Le premier essai clinique d'ELI-002, mené auprès de 25 patients, s'est conclu par des résultats prometteurs, selon le gastro-entérologue Enrique de Madaria , non impliqué dans l'étude. « Dans cet essai, le vaccin a été conçu pour cibler deux des mutations KRAS les plus courantes. Les résultats sont encourageants : chez les personnes opérées pour un cancer du pancréas, celles qui ont développé une forte réponse immunitaire ont vécu plus longtemps sans récidive. C'est la première fois qu'un vaccin contre ces mutations démontre un bénéfice aussi évident dans cette maladie », se félicite De Madaria, spécialiste à l'hôpital universitaire général Dr. Balmis d'Alicante.

Le cancer du pancréas est l'une des tumeurs au pronostic le plus sombre, avec environ 510 000 diagnostics et 470 000 décès par an dans le monde, soit un taux de mortalité supérieur à 90 %. Vingt personnes atteintes de tumeurs pancréatiques et cinq autres atteintes du côlon et du rectum ont participé à l'essai clinique.
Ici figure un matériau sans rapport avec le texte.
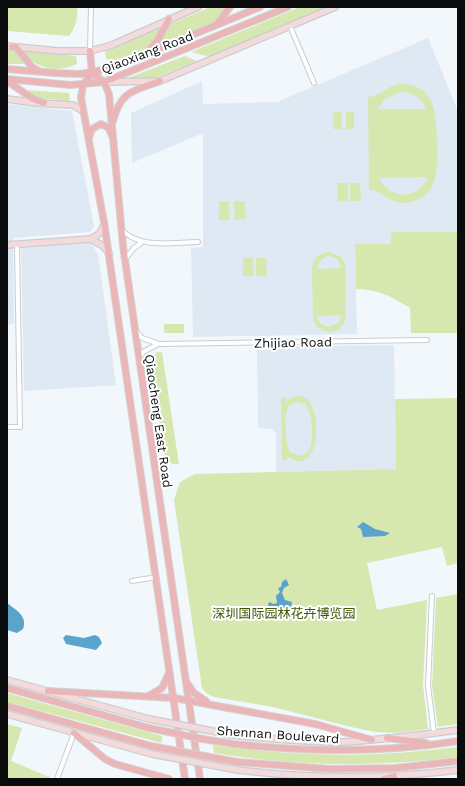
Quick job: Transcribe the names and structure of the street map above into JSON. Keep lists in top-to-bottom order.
{
  "streets": {
    "main road": ["Qiaoxiang Road", "Qiaocheng East Road", "Shennan Boulevard"],
    "street": ["Zhijiao Road"]
  },
  "crossings": [
    ["Qiaoxiang Road", "Qiaocheng East Road"],
    ["Zhijiao Road", "Qiaocheng East Road"]
  ],
  "parks": ["深圳国际园林花卉博览园"]
}
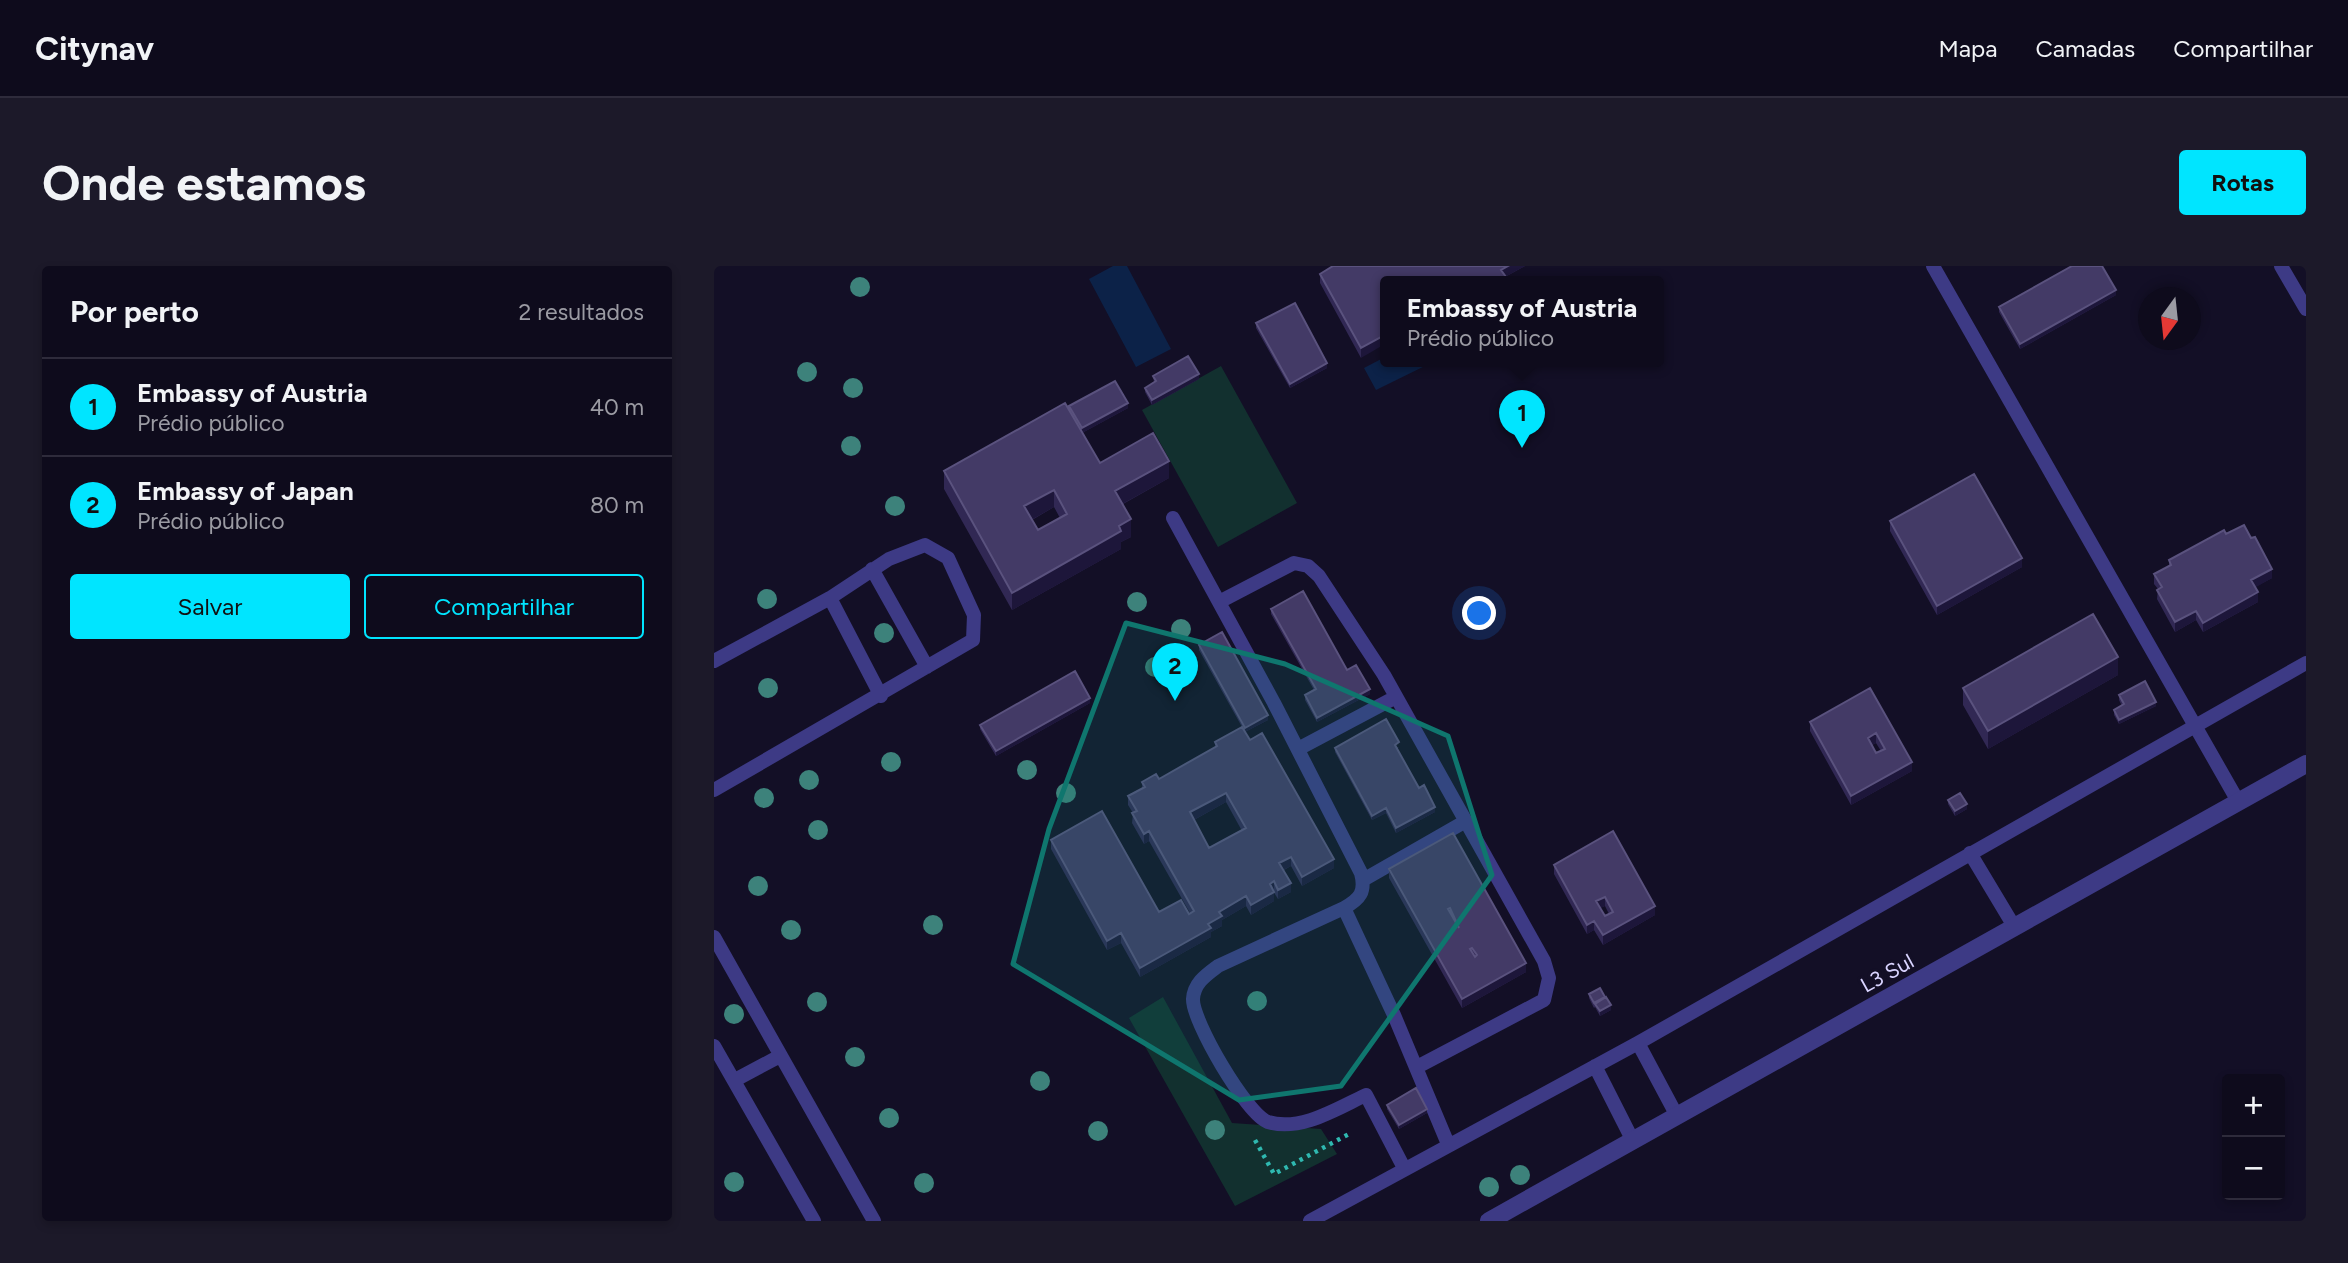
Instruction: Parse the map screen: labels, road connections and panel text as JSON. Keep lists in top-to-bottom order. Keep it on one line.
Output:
{"streets":{"street":["L3 Sul"]},"north":"bottom","page":{"header":"Citynav","nav":["Mapa","Camadas","Compartilhar"],"buttons":["Rotas",["Salvar","Compartilhar"]],"title":"Onde estamos","heading":["Por perto","2 resultados"],"popup":["Embassy of Austria","Prédio público"],"list":[{"mark":"1","name":"Embassy of Austria","note":"Prédio público","value":"40 m"},{"mark":"2","name":"Embassy of Japan","note":"Prédio público","value":"80 m"}],"pins":["1","2"],"map_buttons":["+","−"]}}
Toutes avaient subi une intervention chirurgicale pour retirer la tumeur et une chimiothérapie, mais présentaient encore des traces microscopiques du cancer. L'expérience ne comprenait pas de groupe témoin (composé de patients n'ayant pas reçu de traitement) à des fins de comparaison, mais De Madaria souligne que les patients vaccinés ont vécu sans rechute « en moyenne 15 mois de plus » que prévu sur la base des données historiques. « Bien que les données soient préliminaires et que des études à plus grande échelle soient nécessaires, cette avancée ouvre la voie à une nouvelle forme de traitement non seulement pour le cancer du pancréas et du côlon, mais aussi pour d'autres tumeurs présentant des mutations du gène KRAS », déclare le médecin, ancien président de l'Association espagnole de gastroentérologie.
La nouvelle étude, publiée ce lundi dans la revue spécialisée Nature Medicine , montre qu'après un suivi moyen de 20 mois, 68 % des personnes vaccinées ont développé une réponse « puissante » de leurs lymphocytes T, les globules blancs entraînés contre le cancer dans les ganglions lymphatiques. Les auteurs de l'essai – dirigé par l'oncologue Eileen M. O'Reilly du Memorial Sloan Kettering Cancer Center de New York, et son collègue Shubham Pant de l'hôpital MD Anderson de l'Université du Texas – soutiennent que cette stimulation des défenses de l'organisme humain « pourrait retarder la réapparition de la tumeur ». Le vaccin expérimental, qui peut être produit industriellement en masse, est déjà en phase 2 d'essais cliniques, avec une reformulation pour attaquer les cellules cancéreuses présentant sept types de mutations KRAS, au lieu de seulement deux comme le vaccin actuel. S'il fonctionne, « ce serait un changement de paradigme », selon De Madaria.